- **AIM OF THE EXERCISE**: In the entries below, count the lines that hold the string "played" and state only that count.

★ ★ ★

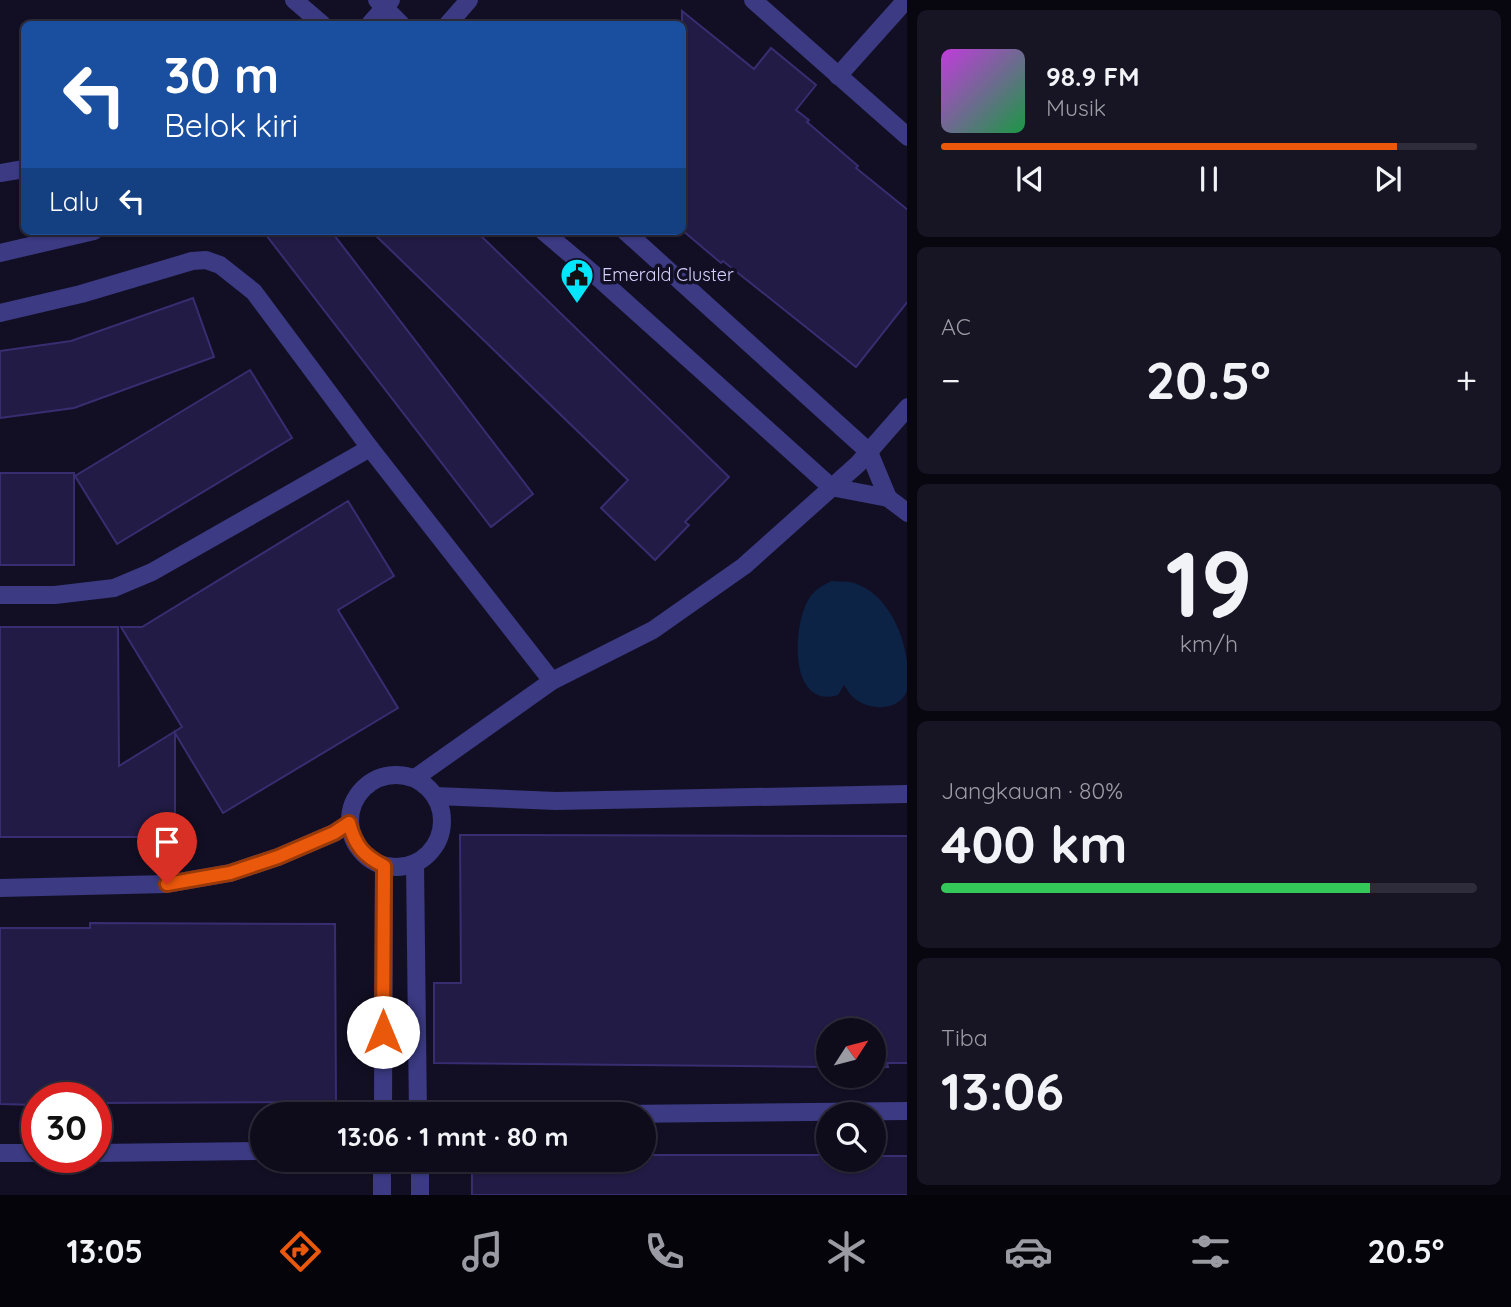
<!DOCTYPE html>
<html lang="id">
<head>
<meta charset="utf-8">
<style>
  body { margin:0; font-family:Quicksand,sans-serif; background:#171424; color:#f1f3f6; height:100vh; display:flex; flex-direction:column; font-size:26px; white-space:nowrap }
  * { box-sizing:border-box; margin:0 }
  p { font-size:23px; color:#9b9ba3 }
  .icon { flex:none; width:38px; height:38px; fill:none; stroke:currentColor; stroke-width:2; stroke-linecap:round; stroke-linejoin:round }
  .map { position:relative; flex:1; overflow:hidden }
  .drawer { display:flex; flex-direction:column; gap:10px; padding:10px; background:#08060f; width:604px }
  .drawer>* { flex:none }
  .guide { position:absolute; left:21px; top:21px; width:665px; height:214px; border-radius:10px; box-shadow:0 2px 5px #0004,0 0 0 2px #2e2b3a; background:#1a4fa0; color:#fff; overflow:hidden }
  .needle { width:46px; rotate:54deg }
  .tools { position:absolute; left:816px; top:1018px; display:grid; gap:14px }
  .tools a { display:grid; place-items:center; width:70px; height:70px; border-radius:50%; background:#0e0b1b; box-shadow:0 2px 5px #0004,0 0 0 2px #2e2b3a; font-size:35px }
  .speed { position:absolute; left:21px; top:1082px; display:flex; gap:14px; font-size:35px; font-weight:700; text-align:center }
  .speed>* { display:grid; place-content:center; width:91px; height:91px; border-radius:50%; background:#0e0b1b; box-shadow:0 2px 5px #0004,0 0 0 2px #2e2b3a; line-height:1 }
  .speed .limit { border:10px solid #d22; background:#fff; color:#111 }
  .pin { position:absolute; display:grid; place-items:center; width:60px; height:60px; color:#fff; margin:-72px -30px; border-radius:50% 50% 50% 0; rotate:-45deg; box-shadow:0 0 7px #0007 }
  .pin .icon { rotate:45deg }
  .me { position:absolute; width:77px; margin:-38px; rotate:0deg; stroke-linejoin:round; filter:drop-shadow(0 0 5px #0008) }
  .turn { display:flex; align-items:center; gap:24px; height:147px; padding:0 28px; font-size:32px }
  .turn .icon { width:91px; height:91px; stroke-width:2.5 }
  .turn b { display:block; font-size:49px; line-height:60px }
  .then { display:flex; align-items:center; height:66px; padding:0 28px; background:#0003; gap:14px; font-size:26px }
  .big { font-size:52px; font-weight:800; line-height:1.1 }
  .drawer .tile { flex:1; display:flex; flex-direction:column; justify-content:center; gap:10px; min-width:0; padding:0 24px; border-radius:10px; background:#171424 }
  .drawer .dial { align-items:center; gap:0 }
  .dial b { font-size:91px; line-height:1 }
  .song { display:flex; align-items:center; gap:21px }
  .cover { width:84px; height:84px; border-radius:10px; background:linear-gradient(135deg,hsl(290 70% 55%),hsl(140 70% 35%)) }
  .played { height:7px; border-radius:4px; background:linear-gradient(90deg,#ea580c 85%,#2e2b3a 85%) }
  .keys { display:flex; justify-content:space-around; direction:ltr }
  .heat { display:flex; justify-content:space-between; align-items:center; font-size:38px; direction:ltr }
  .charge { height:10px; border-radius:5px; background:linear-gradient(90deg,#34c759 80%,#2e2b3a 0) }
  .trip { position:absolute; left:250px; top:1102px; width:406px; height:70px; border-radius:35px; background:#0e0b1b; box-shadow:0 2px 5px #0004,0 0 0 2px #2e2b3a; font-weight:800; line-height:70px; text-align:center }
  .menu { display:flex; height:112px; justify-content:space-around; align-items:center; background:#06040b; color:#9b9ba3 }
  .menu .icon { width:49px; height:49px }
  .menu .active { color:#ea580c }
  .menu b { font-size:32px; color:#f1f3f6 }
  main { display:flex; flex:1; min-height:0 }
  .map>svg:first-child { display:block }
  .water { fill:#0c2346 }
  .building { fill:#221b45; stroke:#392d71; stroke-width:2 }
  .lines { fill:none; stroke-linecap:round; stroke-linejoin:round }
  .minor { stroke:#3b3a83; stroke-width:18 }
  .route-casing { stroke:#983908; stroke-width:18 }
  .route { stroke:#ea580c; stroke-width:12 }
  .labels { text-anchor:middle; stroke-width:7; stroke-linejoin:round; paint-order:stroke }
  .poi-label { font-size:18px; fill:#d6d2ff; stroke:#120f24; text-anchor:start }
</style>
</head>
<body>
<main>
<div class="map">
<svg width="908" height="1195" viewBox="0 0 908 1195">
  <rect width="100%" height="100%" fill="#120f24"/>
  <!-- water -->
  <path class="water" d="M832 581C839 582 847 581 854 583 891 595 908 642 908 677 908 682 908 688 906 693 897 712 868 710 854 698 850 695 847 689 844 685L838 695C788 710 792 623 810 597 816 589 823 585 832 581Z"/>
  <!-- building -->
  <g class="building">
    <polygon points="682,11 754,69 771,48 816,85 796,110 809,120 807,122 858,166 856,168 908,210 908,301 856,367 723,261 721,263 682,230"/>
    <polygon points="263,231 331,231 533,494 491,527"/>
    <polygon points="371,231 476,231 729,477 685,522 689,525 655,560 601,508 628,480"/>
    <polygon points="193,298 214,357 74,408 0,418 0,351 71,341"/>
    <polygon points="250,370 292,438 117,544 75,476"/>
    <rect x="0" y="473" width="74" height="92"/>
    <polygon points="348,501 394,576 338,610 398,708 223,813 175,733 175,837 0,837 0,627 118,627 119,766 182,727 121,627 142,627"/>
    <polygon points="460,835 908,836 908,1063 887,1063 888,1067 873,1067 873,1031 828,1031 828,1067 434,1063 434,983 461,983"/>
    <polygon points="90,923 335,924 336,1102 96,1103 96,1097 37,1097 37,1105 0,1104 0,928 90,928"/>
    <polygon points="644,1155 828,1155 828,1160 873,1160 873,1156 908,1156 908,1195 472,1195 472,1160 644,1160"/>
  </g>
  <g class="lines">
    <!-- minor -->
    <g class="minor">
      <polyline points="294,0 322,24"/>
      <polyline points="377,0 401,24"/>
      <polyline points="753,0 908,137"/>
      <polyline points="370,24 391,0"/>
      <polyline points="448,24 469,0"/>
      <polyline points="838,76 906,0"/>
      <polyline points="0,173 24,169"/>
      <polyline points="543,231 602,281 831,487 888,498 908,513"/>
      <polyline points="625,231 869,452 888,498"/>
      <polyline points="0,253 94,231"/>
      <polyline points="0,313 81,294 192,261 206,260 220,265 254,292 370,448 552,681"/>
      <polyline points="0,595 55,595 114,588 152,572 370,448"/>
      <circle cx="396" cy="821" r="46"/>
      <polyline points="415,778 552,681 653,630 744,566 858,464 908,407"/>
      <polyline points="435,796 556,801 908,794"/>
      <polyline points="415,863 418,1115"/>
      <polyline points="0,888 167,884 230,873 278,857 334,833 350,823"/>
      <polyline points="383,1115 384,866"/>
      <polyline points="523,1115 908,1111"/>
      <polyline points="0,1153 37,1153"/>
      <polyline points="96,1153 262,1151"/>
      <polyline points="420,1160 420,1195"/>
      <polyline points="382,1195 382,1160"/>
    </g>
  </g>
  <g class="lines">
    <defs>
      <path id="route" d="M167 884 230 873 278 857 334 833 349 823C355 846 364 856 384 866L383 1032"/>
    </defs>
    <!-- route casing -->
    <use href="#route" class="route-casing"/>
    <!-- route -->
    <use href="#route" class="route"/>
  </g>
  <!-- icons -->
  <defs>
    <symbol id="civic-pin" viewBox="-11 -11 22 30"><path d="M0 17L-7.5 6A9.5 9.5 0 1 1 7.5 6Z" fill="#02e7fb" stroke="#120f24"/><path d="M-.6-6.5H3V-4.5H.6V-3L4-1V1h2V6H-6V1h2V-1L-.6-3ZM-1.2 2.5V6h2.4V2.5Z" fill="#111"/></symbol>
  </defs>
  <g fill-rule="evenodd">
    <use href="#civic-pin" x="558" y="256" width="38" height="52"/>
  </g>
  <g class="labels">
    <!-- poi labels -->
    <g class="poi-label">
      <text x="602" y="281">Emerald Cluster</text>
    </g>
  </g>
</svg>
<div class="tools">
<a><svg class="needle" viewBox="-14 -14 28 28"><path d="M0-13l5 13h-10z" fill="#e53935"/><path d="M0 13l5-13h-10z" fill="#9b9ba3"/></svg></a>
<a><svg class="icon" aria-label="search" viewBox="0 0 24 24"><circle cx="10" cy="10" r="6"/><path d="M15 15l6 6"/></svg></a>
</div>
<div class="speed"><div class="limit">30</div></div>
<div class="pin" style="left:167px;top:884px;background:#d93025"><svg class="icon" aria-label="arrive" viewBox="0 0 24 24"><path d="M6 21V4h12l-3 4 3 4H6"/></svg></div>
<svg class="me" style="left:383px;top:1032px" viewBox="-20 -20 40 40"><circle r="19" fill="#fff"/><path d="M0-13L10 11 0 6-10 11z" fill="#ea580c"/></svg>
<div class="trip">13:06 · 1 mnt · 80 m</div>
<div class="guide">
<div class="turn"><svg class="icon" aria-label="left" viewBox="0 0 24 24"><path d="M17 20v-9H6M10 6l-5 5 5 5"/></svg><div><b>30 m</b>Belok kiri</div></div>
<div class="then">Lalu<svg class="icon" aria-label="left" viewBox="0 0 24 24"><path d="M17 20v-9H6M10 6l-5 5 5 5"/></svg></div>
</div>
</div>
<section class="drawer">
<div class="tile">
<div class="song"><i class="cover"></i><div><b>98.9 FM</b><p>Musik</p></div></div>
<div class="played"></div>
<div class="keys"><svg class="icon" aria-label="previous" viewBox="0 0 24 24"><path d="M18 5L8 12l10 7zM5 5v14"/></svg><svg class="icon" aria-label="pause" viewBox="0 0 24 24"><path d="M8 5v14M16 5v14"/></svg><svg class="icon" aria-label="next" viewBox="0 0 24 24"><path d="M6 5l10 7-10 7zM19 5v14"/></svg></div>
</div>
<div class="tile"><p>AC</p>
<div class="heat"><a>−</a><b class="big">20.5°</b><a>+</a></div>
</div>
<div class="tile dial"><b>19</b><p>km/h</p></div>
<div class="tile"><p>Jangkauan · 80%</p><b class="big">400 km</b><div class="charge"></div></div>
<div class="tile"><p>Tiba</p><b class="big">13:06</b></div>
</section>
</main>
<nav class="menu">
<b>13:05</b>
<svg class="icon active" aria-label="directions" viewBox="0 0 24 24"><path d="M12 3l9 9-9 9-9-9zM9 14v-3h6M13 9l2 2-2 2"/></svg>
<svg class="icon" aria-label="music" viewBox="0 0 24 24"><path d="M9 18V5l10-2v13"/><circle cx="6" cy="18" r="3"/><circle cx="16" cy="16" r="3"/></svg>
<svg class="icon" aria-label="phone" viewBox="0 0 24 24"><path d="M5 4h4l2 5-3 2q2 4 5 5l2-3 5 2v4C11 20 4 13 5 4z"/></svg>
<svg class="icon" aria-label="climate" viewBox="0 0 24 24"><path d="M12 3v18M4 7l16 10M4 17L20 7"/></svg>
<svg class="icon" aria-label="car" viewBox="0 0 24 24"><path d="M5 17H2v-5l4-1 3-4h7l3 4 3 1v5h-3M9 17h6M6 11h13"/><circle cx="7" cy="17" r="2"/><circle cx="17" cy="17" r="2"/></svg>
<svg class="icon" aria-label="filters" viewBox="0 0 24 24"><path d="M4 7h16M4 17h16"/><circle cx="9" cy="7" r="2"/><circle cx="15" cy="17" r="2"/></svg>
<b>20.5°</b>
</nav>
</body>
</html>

★ ★ ★

- **ANSWER FOR THE TASK**: 2